1. ## Limits

Let $f(x) = |x|^{-1/2}$ for $x\neq0$. I need to show that $\lim_{x\to0+} f(x)= \lim_{x\to0-} f(x)=+\infty$...

1) Try when x<0, then |x|=-x.
2) Try when x>0, then |x|=x.

Take the limit, and tell what you get.

Hugs

3. Originally Posted by CrazyCat87
Let $f(x) = |x|^{-1/2}$ for $x\neq0$. I need to show that $\lim_{x\to0+} f(x)= \lim_{x\to0-} f(x)=+\infty$...
To prove that:

$lim_{x\to 0^+} f(x) =+\infty$ you must prove that:

for all ε>0 there exists a δ>0 such that :

for all ,x : if 0<x<δ , then f(x)>ε

4. Originally Posted by miguemate

1) Try when x<0, then |x|=-x.
2) Try when x>0, then |x|=x.

Take the limit, and tell what you get.

Hugs
And, therefore, it is sufficient to prove that $\lim_{x\to +\infty}|x|^{1/2}= +\infty$.

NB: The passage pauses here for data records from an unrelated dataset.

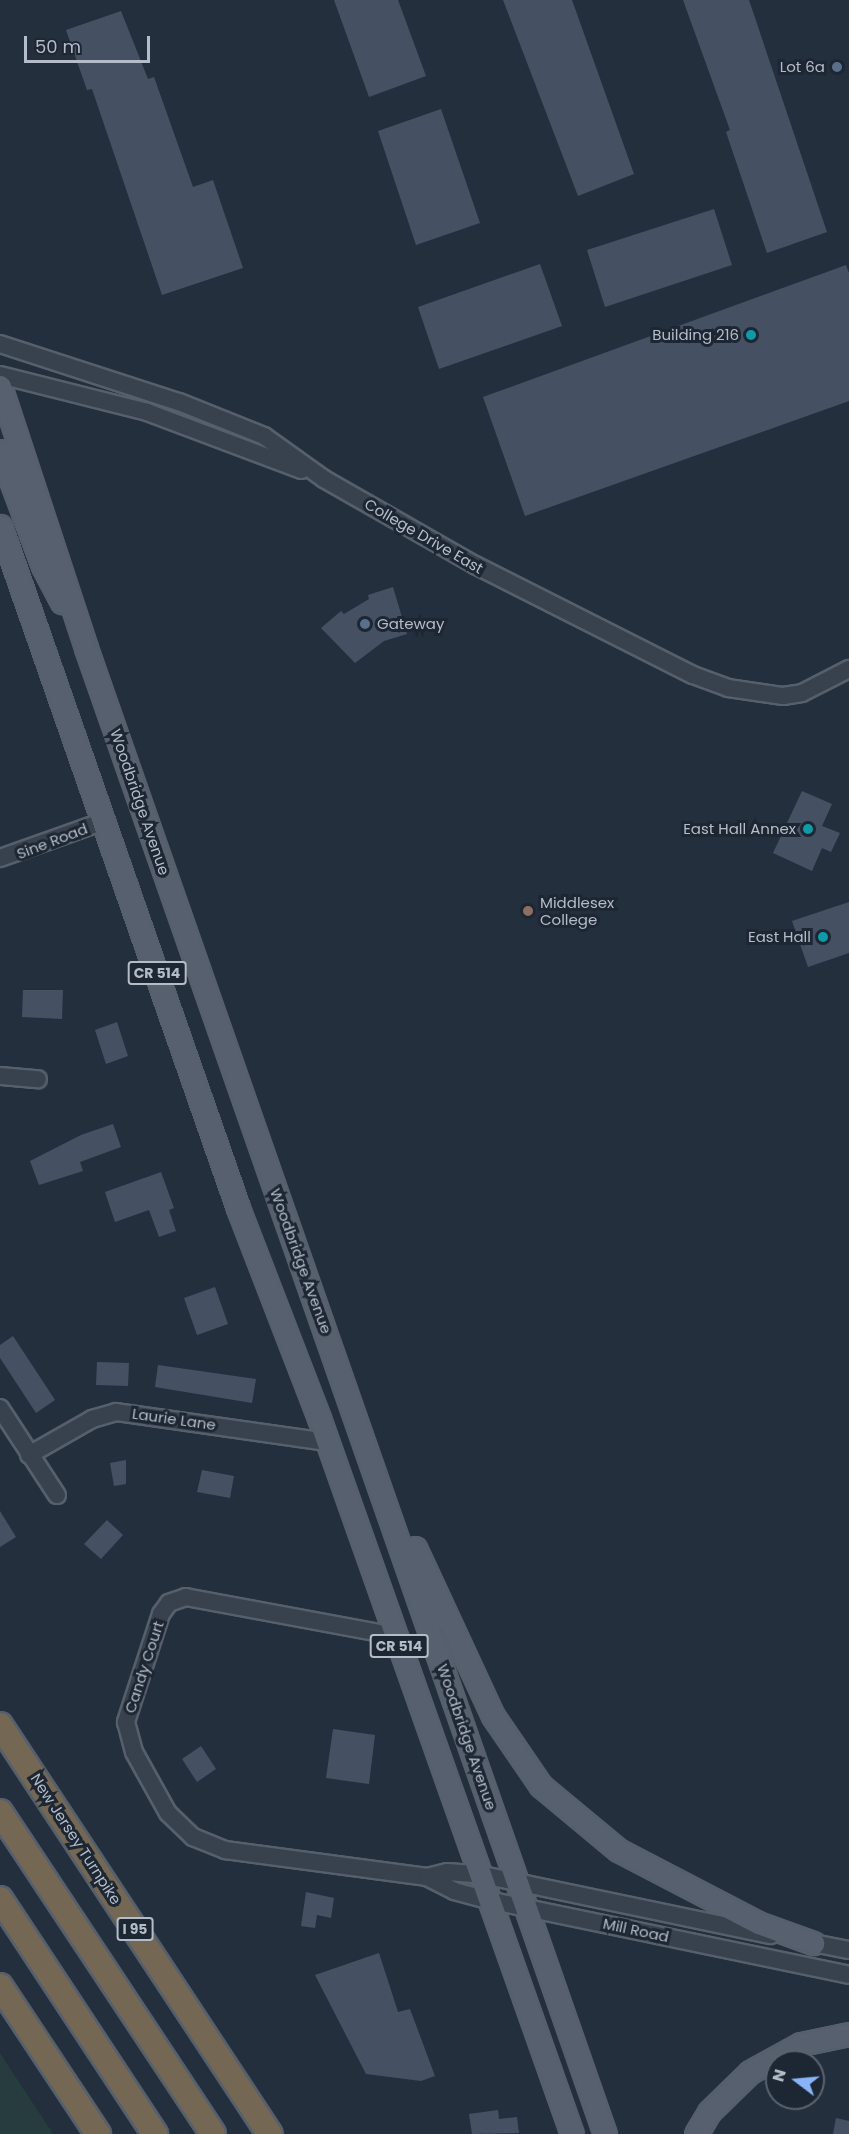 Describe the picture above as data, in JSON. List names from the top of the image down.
{
  "streets": {
    "highway": ["New Jersey Turnpike", "I 95"],
    "main road": ["Woodbridge Avenue", "CR 514"],
    "street": [
      "College Drive East",
      "Sine Road",
      "Laurie Lane",
      "Candy Court",
      "Mill Road"
    ]
  },
  "crossings": [
    ["Woodbridge Avenue", "Mill Road"],
    ["Sine Road", "CR 514"],
    ["CR 514", "Laurie Lane"],
    ["CR 514", "Candy Court"],
    ["CR 514", "Mill Road"],
    ["Candy Court", "Mill Road"]
  ],
  "places": [
    "Lot 6a",
    "Building 216",
    "Gateway",
    "East Hall Annex",
    "Middlesex College",
    "East Hall"
  ],
  "scale_bar": "50 m",
  "north": "left"
}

5. Originally Posted by HallsofIvy
And, therefore, it is sufficient to prove that $\lim_{x\to +\infty}|x|^{1/2}= +\infty$.
Why would that be sufficient?

6. Because making the substitution y= -x in $\lim_{x\to -\infty} |x|^{-1/2}$ gives $\lim_{y\to\infty} |-y|^{-1/2}= \lim_{y\to\infty} |y|^{-1/2}$ which is, of course, the same as $\lim_{x\to \infty}|x|^{-1/2}$

7. ok I'm done proving it, thanks everyone for all your help!!